Saved data entries
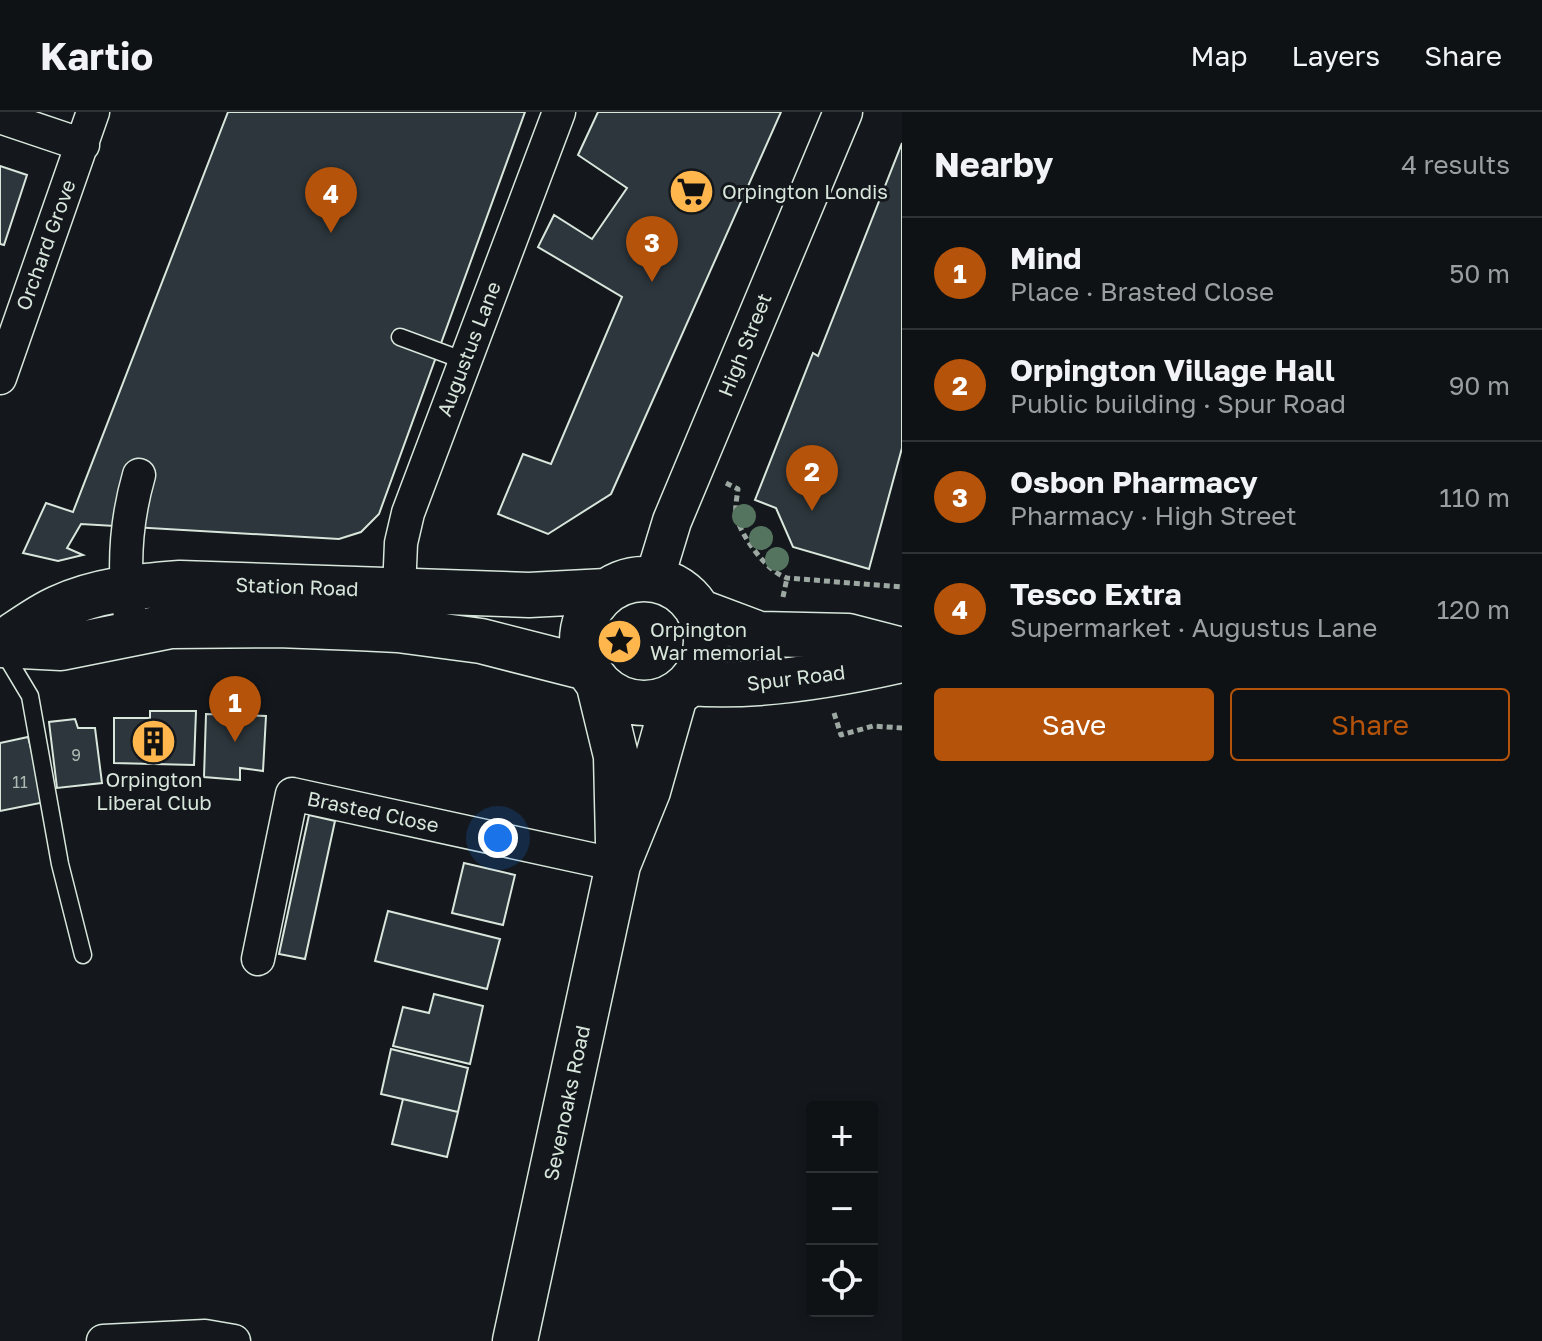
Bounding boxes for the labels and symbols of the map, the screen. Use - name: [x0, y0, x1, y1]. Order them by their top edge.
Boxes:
- pin: 4: [305, 167, 357, 233]
- supermarket icon: Orpington Londis: [667, 168, 715, 216]
- street label: Orchard Grove: [10, 176, 80, 313]
- place label: Orpington Londis: [722, 179, 888, 203]
- pin: 3: [626, 216, 678, 282]
- street label: Augustus Lane: [431, 278, 505, 420]
- street label: High Street: [712, 289, 776, 400]
- pin: 2: [786, 445, 838, 511]
- street label: Station Road: [235, 572, 359, 600]
- place label: Orpington War memorial: [650, 617, 782, 664]
- place icon: Orpington War memorial: [595, 618, 643, 666]
- street label: Spur Road: [745, 659, 846, 695]
- pin: 1: [209, 676, 261, 742]
- building icon: Orpington Liberal Club: [130, 717, 178, 765]
- house number: 9: [71, 745, 81, 765]
- place label: Orpington Liberal Club: [96, 767, 212, 814]
- house number: 11: [12, 772, 28, 792]
- street label: Brasted Close: [305, 785, 441, 837]
- your location: [478, 818, 518, 858]
- street label: Sevenoaks Road: [538, 1023, 594, 1183]

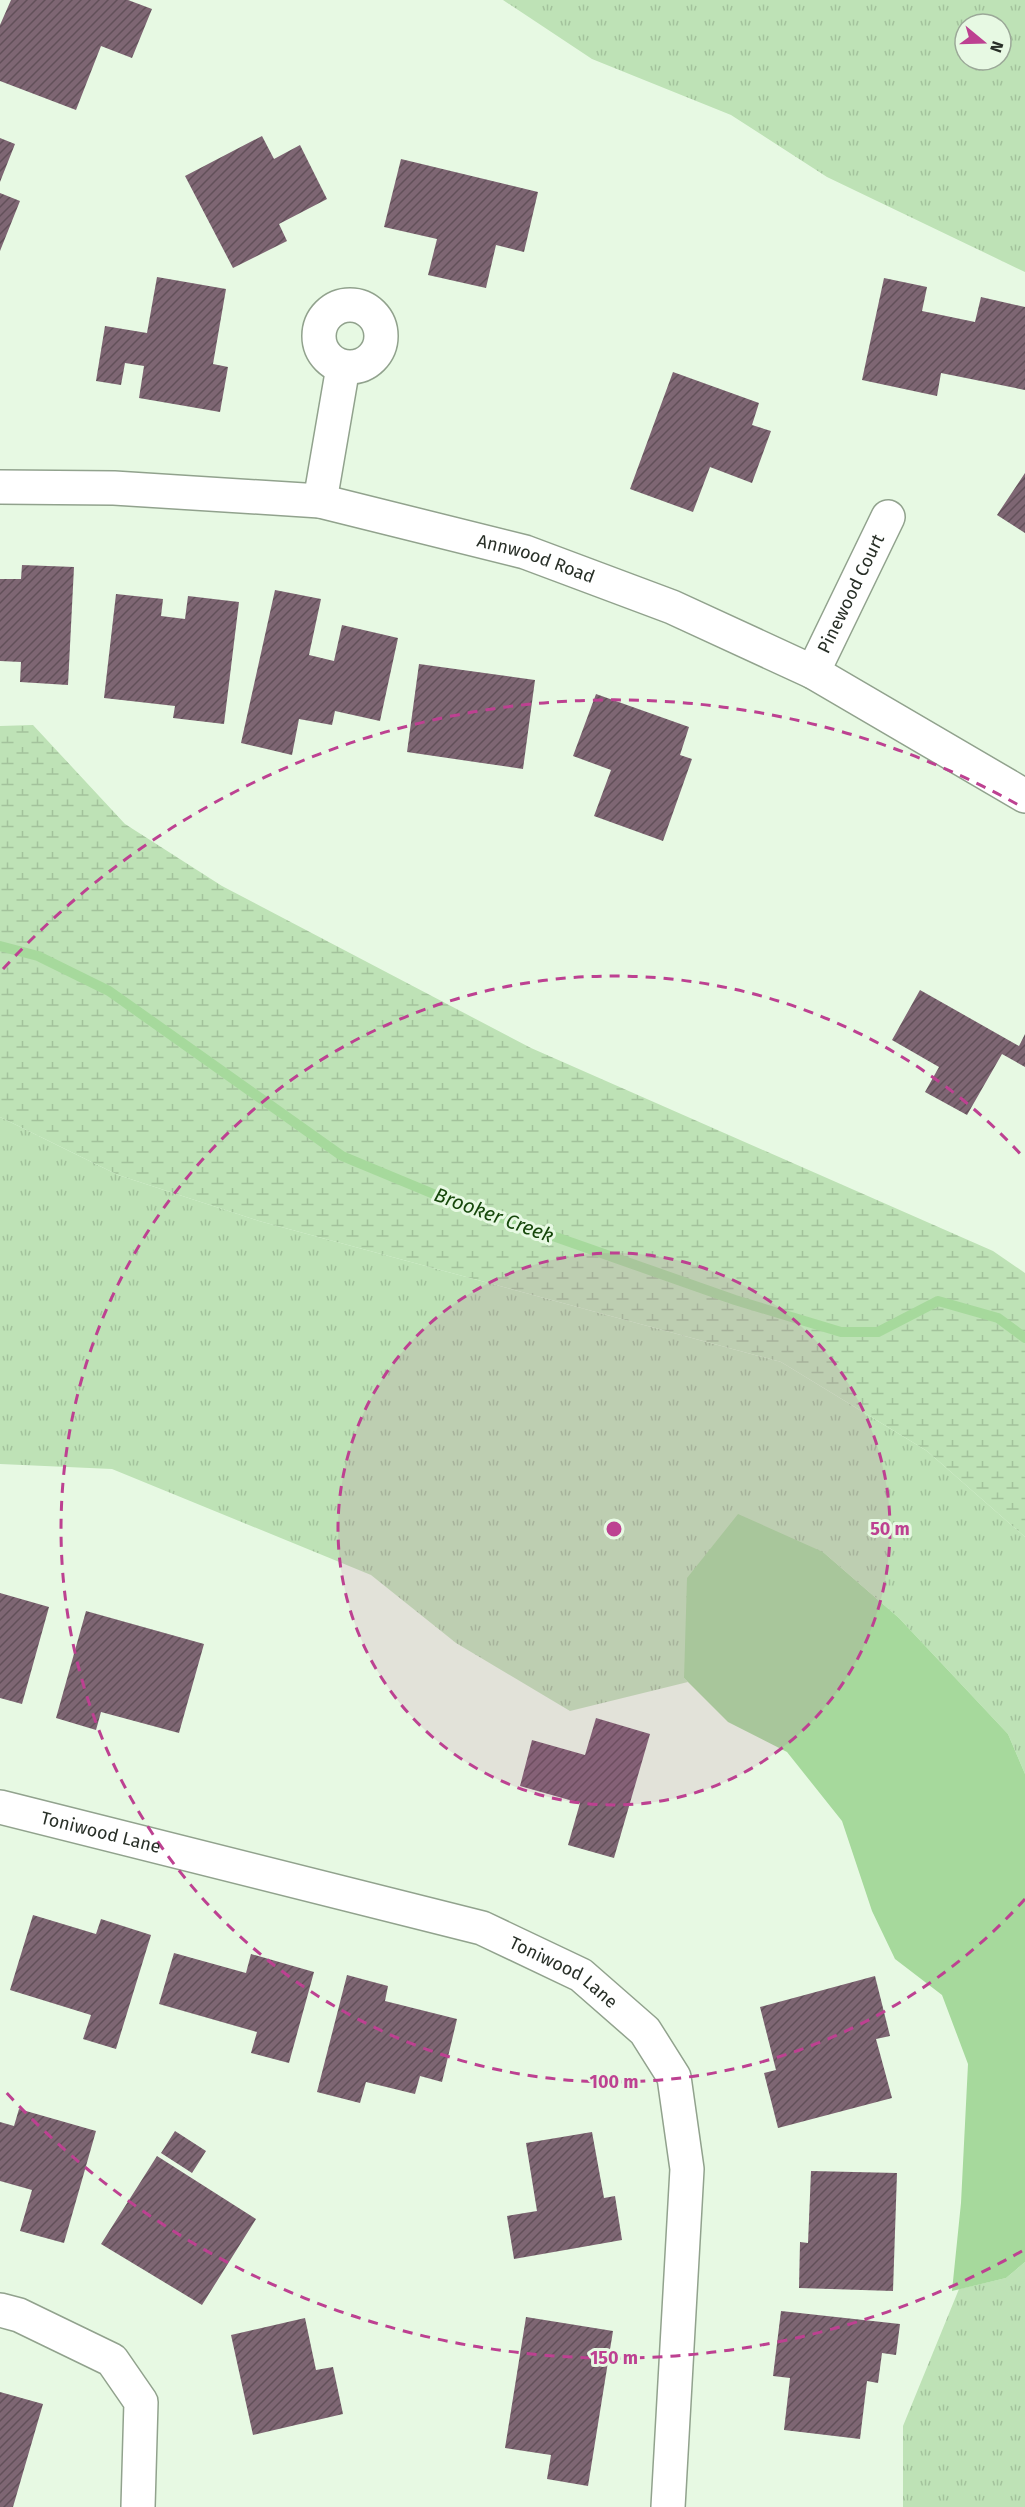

■ **TRY IT**: Output the entries above exactly. Do not include the pictures.

■ **WRITTEN RESPONSE**:
Bounding boxes for the labels and symbols of the map, the screen. Use - name: [x0, y0, x1, y1]. Order them by their top edge.
Boxes:
- pin: 4: [305, 167, 357, 233]
- supermarket icon: Orpington Londis: [667, 168, 715, 216]
- street label: Orchard Grove: [10, 176, 80, 313]
- place label: Orpington Londis: [722, 179, 888, 203]
- pin: 3: [626, 216, 678, 282]
- street label: Augustus Lane: [431, 278, 505, 420]
- street label: High Street: [712, 289, 776, 400]
- pin: 2: [786, 445, 838, 511]
- street label: Station Road: [235, 572, 359, 600]
- place label: Orpington War memorial: [650, 617, 782, 664]
- place icon: Orpington War memorial: [595, 618, 643, 666]
- street label: Spur Road: [745, 659, 846, 695]
- pin: 1: [209, 676, 261, 742]
- building icon: Orpington Liberal Club: [130, 717, 178, 765]
- house number: 9: [71, 745, 81, 765]
- place label: Orpington Liberal Club: [96, 767, 212, 814]
- house number: 11: [12, 772, 28, 792]
- street label: Brasted Close: [305, 785, 441, 837]
- your location: [478, 818, 518, 858]
- street label: Sevenoaks Road: [538, 1023, 594, 1183]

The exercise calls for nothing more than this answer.